Witnessing birth of any kind is a miracle to see, but witnessing the birth of a brand new planet is especially rare. In fact, scientists have just now taken the first photographs of such a newly forming planet.

"LkCa 15 b is the youngest planet ever found, about five times younger than the previous record holder," said Adam Kraus, lead author and astronomer at the University of Hawaii, in a statement. "For the first time, we’ve been able to directly measure the planet itself as well as the dusty matter around it."

Researchers believe LkCA 15 b is a hot “protoplanet” surrounded by a swath of cooler dust and gas, which is falling into the still-forming planet. And as Space.com reports, it's a "big baby:"

As far as infants go, LkCa15 b looks like a whopper, perhaps harboring as much mass as six Jupiters. But since the planet is still forming, it could end up being considerably smaller, Kraus explained.

"A lot of the light that we’re seeing from this object could be released by this material falling on it," he said. "So, six Jupiter masses should really be regarded as an upper limit. It may be that very little of the light is coming from the planet, and it could be much less massive."

However big it is, the alien world is definitely young. Its parent star, which is about as massive as the sun, is only about 2 million years old, Kraus said.

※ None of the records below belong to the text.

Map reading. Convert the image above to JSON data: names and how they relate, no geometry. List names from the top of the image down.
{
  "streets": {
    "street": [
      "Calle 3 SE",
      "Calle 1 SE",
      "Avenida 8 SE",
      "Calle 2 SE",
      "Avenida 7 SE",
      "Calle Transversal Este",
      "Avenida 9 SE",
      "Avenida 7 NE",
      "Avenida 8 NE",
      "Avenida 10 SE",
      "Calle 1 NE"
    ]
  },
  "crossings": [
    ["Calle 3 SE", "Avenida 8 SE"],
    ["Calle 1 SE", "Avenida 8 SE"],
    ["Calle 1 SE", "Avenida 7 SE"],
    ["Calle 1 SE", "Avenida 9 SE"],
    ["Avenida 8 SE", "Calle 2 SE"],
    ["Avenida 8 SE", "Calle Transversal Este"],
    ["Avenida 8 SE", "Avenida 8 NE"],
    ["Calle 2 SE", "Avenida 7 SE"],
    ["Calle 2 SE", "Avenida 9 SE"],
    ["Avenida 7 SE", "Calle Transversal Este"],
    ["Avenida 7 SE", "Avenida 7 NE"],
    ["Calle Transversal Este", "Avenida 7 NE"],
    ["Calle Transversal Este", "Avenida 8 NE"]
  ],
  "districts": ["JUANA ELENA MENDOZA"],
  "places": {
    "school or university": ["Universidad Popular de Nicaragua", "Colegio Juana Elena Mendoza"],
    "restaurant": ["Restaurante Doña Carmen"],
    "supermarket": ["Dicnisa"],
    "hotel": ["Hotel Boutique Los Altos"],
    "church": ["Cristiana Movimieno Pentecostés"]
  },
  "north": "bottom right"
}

In order to see the planet, researchers had to used a technique called aperture mask interferometry with Keck’s Adaptive Optics, which allowed the manipulate light waves to cancel out bright light of stars and see the dimmer planet forming.

"Interferometry has actually been around since the 1800’s, but through the use of adaptive optics has only been able to reach nearby young suns for about the last 7 years.” said Michael Ireland, who presented their findings at the NASA’s Goddard Space Flight Center on Oct. 19. “Since then we’ve been trying to push the technique to its limits using the biggest telescopes in the world, especially Keck.”

Researching 15 "dusty stars" specifically, Kraus and Ireland are gathering data on planet and solar system formation.

“LkCa 15 was only our second target, and we immediately knew we were seeing something new,” said Kraus. “We could see a faint point source near the star, so thinking it might be a Jupiter-like planet we went back a year later to get more data.”